◆ Problem statement
Return only those lines of the records below in which "roads" appears.

◆ Records for this exercise

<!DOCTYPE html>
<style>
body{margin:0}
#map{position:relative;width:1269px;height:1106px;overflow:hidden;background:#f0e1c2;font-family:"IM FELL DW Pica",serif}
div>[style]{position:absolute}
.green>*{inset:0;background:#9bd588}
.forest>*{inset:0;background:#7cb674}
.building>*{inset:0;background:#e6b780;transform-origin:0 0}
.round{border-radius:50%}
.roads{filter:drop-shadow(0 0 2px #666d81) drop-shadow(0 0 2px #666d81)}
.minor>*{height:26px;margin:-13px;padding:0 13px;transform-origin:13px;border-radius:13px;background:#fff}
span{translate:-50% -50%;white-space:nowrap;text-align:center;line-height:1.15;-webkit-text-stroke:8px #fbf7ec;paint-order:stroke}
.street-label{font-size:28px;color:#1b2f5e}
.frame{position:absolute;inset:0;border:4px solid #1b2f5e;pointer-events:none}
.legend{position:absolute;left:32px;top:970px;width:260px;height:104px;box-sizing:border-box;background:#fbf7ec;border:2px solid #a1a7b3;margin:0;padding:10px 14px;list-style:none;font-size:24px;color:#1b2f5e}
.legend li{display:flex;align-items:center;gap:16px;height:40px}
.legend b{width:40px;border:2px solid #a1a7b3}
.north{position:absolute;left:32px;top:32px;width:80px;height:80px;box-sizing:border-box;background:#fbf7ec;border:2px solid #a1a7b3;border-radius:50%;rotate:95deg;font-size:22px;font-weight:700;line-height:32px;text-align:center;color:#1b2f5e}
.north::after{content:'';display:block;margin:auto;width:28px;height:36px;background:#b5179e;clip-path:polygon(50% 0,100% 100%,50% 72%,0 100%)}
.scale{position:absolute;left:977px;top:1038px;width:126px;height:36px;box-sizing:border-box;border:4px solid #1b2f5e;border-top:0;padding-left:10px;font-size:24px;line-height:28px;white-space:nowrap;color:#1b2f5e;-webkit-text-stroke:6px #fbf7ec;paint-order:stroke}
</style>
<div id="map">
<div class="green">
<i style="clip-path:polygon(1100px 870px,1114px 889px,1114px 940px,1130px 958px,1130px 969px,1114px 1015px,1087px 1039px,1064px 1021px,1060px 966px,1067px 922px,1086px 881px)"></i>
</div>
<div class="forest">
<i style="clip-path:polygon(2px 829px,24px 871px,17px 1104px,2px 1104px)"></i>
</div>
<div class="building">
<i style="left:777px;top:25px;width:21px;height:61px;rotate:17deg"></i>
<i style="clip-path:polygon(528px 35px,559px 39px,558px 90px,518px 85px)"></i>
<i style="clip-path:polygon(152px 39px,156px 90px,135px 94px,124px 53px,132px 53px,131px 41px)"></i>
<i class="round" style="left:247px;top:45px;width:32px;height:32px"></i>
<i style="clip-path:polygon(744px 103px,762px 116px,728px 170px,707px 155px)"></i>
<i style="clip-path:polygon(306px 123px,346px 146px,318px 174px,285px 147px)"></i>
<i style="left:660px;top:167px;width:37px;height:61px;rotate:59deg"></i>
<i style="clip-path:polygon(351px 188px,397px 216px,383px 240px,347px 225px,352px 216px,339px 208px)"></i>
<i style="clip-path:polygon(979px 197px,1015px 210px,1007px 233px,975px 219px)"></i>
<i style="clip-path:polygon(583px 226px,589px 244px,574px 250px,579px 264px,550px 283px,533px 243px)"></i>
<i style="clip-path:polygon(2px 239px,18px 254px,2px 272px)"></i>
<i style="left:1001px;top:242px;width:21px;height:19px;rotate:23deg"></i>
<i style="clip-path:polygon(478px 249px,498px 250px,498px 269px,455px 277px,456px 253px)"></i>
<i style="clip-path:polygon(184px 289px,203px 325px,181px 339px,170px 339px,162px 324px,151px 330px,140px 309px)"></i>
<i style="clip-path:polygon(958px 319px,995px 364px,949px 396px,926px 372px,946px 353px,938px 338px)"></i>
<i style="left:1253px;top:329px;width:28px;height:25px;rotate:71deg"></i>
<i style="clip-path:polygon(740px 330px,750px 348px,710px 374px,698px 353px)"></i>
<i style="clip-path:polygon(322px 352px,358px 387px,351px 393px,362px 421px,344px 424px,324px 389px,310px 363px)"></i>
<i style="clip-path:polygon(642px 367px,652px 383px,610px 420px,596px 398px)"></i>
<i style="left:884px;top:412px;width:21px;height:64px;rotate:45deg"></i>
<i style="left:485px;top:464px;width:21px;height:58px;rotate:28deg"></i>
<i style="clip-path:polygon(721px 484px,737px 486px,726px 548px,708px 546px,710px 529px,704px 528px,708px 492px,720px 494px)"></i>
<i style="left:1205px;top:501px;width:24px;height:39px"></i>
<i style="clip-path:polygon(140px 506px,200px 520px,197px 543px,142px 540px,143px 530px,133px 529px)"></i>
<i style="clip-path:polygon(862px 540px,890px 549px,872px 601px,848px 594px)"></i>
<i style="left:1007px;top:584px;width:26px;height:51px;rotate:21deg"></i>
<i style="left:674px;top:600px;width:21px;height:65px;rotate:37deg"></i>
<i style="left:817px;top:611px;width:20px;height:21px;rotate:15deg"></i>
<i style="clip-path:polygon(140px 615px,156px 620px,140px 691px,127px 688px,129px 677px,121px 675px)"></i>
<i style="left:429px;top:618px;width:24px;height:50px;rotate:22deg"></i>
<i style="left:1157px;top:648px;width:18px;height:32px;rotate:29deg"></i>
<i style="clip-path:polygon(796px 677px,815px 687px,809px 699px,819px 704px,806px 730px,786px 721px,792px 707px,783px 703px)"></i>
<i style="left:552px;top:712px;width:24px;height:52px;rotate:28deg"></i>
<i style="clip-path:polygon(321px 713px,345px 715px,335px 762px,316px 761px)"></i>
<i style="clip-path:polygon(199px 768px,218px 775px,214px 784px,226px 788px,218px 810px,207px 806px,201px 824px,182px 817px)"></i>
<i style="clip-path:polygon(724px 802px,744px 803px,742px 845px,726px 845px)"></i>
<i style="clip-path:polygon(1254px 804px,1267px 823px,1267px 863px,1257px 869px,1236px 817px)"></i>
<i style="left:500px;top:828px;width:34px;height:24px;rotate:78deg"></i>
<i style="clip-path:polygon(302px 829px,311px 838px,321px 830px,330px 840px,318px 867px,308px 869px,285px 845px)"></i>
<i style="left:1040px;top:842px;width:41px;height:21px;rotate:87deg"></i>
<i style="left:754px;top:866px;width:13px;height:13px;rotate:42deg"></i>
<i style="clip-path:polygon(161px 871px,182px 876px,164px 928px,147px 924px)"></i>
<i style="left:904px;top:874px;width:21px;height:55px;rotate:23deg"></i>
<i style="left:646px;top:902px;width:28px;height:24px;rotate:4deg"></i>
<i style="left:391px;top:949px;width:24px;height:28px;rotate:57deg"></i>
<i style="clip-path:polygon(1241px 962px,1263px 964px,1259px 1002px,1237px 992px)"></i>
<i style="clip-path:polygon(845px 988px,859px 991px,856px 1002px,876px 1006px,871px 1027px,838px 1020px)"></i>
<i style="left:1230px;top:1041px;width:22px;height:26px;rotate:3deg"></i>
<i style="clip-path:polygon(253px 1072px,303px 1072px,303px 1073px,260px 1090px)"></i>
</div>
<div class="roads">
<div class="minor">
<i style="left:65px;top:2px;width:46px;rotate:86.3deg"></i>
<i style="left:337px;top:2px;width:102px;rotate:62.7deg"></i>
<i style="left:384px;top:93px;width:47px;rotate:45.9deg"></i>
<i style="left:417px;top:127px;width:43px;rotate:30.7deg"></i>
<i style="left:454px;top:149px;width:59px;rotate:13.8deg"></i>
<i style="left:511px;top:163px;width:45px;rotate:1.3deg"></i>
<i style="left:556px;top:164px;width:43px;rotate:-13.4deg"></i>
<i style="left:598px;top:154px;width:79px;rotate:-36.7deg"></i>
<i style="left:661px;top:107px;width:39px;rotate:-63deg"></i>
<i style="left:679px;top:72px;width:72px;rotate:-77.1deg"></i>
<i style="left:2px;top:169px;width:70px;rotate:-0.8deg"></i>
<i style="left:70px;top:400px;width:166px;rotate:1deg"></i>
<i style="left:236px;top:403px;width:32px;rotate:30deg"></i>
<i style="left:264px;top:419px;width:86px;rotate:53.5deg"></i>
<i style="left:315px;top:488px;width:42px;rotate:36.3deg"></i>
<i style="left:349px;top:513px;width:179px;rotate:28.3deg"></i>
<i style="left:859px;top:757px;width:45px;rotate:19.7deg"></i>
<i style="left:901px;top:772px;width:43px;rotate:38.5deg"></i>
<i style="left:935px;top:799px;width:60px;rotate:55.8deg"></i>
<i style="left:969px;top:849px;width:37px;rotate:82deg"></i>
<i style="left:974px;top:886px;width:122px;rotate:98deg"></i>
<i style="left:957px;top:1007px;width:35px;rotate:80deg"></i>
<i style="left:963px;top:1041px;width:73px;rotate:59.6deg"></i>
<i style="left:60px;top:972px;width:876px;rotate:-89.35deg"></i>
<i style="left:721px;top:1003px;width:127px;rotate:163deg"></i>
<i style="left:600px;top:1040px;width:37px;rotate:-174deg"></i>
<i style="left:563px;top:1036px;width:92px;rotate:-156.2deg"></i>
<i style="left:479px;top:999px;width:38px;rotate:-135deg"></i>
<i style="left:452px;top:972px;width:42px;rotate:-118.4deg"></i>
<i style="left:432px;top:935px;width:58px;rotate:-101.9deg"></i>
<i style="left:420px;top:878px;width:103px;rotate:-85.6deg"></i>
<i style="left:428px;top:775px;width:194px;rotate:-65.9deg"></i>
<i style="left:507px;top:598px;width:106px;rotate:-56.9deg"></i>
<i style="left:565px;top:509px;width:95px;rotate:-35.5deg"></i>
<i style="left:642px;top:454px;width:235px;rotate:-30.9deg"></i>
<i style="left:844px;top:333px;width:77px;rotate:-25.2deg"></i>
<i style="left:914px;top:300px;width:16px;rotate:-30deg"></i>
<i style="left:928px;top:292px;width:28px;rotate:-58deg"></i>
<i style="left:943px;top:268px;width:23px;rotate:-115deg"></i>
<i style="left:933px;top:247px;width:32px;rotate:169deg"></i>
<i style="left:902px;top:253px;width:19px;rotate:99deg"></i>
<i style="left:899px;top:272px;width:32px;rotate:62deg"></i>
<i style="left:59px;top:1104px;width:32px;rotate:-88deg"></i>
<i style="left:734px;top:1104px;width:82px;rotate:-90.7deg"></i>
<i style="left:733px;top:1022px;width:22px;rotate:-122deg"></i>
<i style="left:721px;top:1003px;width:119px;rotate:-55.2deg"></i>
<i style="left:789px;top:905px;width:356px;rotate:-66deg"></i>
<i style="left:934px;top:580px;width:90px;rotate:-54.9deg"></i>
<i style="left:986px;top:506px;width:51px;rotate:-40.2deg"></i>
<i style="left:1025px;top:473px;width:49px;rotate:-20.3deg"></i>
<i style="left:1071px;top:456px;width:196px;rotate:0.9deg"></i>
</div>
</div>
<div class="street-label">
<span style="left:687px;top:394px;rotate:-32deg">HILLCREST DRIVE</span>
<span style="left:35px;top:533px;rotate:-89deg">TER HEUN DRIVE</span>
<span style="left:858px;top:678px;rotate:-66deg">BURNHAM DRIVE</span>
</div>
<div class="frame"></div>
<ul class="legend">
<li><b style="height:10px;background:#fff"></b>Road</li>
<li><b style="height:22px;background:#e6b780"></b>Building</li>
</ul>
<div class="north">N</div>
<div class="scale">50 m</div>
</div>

◆ Result of the task
.roads{filter:drop-shadow(0 0 2px #666d81) drop-shadow(0 0 2px #666d81)}
<div class="roads">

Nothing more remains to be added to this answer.